Forty-two percent of Gen X/Y investors reported they have increased the amount they contributed to their retirement plans in the past 12 months, a 12% increase over last year's survey. Additionally, 51% said they have increased their contributions to non-retirement accounts.
Among Gen X/Y investors, 36% said they are willing to take on more risk, and 55% agree that their portfolios need a sizable portion of international investments to be effective.
Furthermore, the number of Gen X/Yrs who said they will never feel comfortable investing in the stock market dropped from 61% to 53%. That said, less than half of those surveyed indicated they are comfortable with the market, and 22% of respondents said their top investment goal was to not lose money.
Despite retirement being a long way off for this group, 61% of Gen X/Yrs feel they will not be able to retire when they thought they would, and 45% say they are overwhelmed by all the different investment choices available. However, such sentiment also means there's a greater need for financial advice, with 42% indicating their need has increased over the past year.
"The data suggest that the financial services industry needs to re-think its approach to younger investors," says William Finnegan, MFS' senior managing director of retail marketing. "Let's put aside demographic labels that appear to color our impression and consider how to approach potential investors in their 30s and 40s who clearly need our help."

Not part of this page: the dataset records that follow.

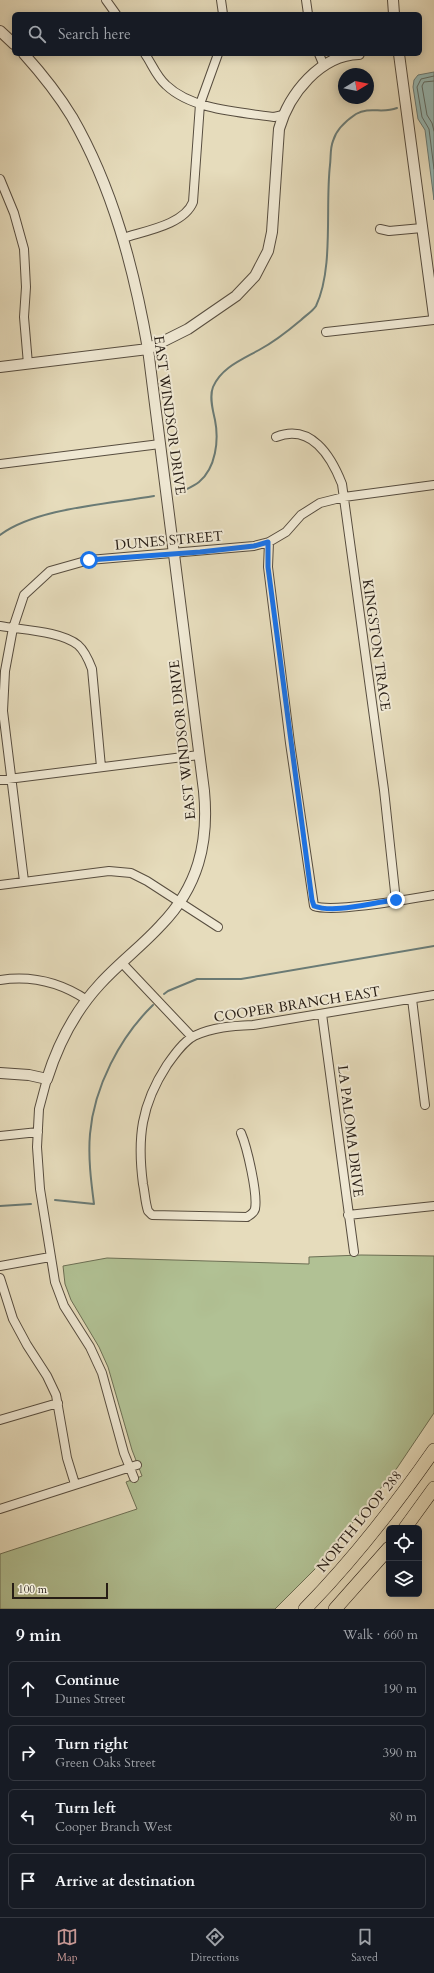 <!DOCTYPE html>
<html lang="en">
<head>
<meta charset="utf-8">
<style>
  :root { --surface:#171b24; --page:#20242c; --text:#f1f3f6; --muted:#9ea1a6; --line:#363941; --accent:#c59692 }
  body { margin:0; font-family:Cardo,serif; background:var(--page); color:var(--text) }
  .controls { position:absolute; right:12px; bottom:12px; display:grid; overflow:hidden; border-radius:6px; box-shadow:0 2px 10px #0003 }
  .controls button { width:36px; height:36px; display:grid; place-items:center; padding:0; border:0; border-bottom:1px solid var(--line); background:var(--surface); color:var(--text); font:20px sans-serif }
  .compass { position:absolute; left:338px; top:68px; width:36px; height:36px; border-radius:50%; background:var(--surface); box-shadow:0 2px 10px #0003; rotate:80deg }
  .scale { position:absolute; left:12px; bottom:10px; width:96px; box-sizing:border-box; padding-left:4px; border:2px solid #271d15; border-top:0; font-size:11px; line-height:14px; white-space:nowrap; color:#271d15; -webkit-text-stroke:3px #efe8d3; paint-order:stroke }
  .stop { position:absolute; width:12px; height:12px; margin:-9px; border:3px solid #1a73e8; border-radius:50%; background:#fff }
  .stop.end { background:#1a73e8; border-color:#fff; box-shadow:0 1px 4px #0008 }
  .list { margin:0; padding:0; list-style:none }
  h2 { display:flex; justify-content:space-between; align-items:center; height:52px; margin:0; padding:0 16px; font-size:17px }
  h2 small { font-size:13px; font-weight:400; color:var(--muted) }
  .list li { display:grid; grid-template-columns:26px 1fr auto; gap:12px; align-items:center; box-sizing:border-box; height:56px; margin:0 8px 8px; padding:0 8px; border:1px solid var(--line); border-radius:6px }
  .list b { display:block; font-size:15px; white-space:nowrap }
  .list p { margin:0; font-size:13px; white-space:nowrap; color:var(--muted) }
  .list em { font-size:13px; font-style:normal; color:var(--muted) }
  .icon { flex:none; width:22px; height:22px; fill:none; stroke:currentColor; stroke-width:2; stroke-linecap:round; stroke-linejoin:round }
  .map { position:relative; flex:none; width:434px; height:1609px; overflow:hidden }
  .search { position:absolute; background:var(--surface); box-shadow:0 2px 10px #0003; left:12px; right:12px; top:12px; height:44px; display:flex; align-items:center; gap:10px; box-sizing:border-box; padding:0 14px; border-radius:6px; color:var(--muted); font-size:15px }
  .sheet { height:308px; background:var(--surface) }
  nav { display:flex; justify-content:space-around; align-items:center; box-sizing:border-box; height:56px; border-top:1px solid var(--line); background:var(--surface); font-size:11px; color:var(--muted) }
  nav a { display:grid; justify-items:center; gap:2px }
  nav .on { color:var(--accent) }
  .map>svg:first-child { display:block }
</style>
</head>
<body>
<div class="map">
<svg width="434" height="1609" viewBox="0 0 434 1609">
  <rect width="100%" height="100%" fill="#e6dcbc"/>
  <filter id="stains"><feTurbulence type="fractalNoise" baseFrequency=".005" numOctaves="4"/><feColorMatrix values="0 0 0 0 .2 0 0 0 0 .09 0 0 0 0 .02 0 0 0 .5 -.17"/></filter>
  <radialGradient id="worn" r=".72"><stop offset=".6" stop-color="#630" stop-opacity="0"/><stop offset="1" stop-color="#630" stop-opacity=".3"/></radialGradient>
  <path fill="#b1c194" stroke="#6c6f54" d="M361 1255 434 1256V1413L397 1468 316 1568 275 1609H0V1554L137 1509 126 1482 142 1476 132 1450 108 1367 99 1347 71 1300 65 1284 63 1266 107 1258 309 1264V1257Z"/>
  <path fill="#97bab6" stroke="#6a7b76" d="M434 72V200L425 130 418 119 413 87 414 80 418 75Z"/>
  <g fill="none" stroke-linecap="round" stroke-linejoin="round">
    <path stroke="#5f6c66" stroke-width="1" d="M434 76 421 79 417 87 422 117 429 129 434 169
      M434 81 424 82 422 86 427 115 432 123 434 131"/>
    <path stroke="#6a7b76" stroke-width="2" d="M181 492C187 489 194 486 199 482 216 468 219 440 215 420 213 411 209 397 213 387 221 368 241 360 259 350 274 342 288 331 301 320 305 316 313 311 316 306 334 268 325 207 330 165 331 157 330 148 333 141 336 130 347 120 356 114 370 106 382 114 397 108
      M0 535C36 508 109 504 154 496
      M164 994 168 991 197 979H241L434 946
      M55 1200 94 1204C91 1181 88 1157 90 1134 94 1087 120 1037 153 1005
      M0 1206 31 1204"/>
    <defs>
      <path id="minor" d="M106 0 116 14
        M221 0 223 14
        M306 0 308 14
        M145 54C152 64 156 76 166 85 192 110 239 112 274 117L283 115
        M319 54 324 66
        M0 179 14 213 24 249 26 287 24 317 28 364
        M380 229 389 231 422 228
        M123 238C144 231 184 225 193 202L200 104 218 54
        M326 332 434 320
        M276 437C311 423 331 456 342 484L384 790 396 901
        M0 464 160 444
        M269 542 268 567 290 743 314 906C333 913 410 899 434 895
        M0 626C22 630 61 631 78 645 85 651 89 661 92 669L101 767
        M0 780 199 755
        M24 881 3 711 5 671 13 628 24 595 50 571 89 560 254 546 269 542 286 532 301 515 320 503 344 497 434 485
        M0 885 109 871 131 873 147 881 218 927
        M122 963 192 1037
        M0 980C32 975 60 982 87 1000
        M412 999 425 1105
        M322 1014 354 1252
        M47 1079 39 1109 37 1147 40 1189 55 1282 64 1306 90 1347 102 1373 124 1453 134 1478
        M241 1133C247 1147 258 1194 255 1209 254 1213 250 1215 247 1217L152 1215 148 1211C145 1202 145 1193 143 1184 137 1138 141 1105 167 1065 174 1055 183 1042 194 1036 213 1027 232 1026 253 1025L434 995
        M0 1136 38 1132
        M348 1215 434 1206
        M0 1266 50 1257
        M0 1278 13 1319 27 1345 47 1376 56 1395 67 1458 75 1484
        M0 1420 58 1403
        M0 1509 137 1465"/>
      <path id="tertiary" d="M393 0 394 14
        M0 31 14 44
        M399 54 434 316
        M0 367 148 349 188 329 236 296 255 276 268 251 272 232 279 129C289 94 320 55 359 54
        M0 1073 29 1075 47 1079C58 1044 75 1011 100 984 119 963 142 946 161 925 198 887 209 843 204 791L148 349C134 269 113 188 72 117 58 94 42 74 24 54"/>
      <path id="trunk" d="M405 1528 434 1488
        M305 1609C353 1560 395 1506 434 1450
        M335 1609 389 1548"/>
    </defs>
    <use href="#minor" stroke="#574d3f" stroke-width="10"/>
    <use href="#tertiary" stroke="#574d3f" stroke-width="12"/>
    <use href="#trunk" stroke="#271d15" stroke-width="14"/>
    <use href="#minor" stroke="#efe8d3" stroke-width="8"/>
    <use href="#tertiary" stroke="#efe8d3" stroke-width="10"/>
    <use href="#trunk" stroke="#e6dcbc" stroke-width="13"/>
  </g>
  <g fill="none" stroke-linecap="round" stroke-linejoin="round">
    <path stroke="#1a73e8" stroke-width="5" d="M89 560 200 552 254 546 268 542V567L312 900 314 906C335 914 373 902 396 900"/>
  </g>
  <g text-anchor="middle" stroke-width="4" stroke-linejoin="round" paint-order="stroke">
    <g font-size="14" fill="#271d15" stroke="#efe8d3">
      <text transform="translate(170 415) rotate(82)" y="5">EAST WINDSOR DRIVE</text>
      <text transform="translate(169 540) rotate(-5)" y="5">DUNES STREET</text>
      <text transform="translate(377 645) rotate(82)" y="5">KINGSTON TRACE</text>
      <text transform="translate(182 740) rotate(-96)" y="5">EAST WINDSOR DRIVE</text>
      <text transform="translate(297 1004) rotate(-9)" y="5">COOPER BRANCH EAST</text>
      <text transform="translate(351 1131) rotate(83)" y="5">LA PALOMA DRIVE</text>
      <text transform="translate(359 1521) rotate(-51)" y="5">NORTH LOOP 288</text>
    </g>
  </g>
  <rect width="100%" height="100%" filter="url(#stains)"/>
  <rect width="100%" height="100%" fill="url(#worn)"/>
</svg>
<div class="controls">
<button><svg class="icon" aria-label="locate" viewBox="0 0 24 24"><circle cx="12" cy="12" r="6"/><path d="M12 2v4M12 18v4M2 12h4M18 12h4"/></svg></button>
<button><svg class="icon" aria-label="layers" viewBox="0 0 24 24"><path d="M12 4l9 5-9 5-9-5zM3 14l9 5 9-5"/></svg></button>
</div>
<svg class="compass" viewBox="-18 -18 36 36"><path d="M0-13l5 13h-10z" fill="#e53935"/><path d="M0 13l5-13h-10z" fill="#9ea1a6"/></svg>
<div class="scale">100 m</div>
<div class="stop" style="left:89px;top:560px"></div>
<div class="stop end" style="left:396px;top:900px"></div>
<div class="search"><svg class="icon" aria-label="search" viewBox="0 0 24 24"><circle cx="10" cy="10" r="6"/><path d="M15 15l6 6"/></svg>Search here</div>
</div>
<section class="sheet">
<h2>9 min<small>Walk · 660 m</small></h2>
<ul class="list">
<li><svg class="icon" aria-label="ahead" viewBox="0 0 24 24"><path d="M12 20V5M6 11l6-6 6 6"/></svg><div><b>Continue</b><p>Dunes Street</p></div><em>190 m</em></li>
<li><svg class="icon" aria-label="right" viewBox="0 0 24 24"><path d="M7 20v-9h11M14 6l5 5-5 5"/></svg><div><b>Turn right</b><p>Green Oaks Street</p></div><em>390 m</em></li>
<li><svg class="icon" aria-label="left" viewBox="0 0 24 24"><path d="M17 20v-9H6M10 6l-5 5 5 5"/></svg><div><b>Turn left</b><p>Cooper Branch West</p></div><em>80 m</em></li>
<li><svg class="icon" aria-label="arrive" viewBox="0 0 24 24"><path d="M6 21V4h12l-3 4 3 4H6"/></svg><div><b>Arrive at destination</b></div></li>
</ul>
</section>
<nav>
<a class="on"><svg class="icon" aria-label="map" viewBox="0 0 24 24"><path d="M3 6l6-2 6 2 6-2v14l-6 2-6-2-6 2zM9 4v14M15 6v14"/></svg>Map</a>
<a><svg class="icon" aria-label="directions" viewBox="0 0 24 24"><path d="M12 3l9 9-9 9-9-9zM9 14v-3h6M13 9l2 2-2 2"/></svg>Directions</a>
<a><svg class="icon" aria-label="saved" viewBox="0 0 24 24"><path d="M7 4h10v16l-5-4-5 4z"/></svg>Saved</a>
</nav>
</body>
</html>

Unlike younger investors who have time on their side, Baby Boomers said market-related strains were affecting their retirement. Boomers reported having much lower home equity than younger investors, and said the 2008/09 economic downturn had a negative effect on them personally.
Fifty-nine percent said they are concerned about being able to retire when they planned to, and 50% reported their standard of living expectations for retirement have been lowered. Boomers also indicated they were less likely to take risk versus last year.
Boomers seemed evenly split on their primary investing goals--34% said they want to grow assets and increase portfolio value as much as possible, while 33% said they want to protect principal and not lose money.
Thirteen percent of boomers reported having $1 million or more in median household investable assets. Their average retirement was within 10 years.
"Boomers appear to be in a bind, knowing they need to save more for a retirement that is not far off, but they have a protective mindset driving their investing approach," Finnegan says. "In light of this sentiment, advisors should discuss with their clients both the risks associated with investing too aggressively or too conservatively as they approach retirement."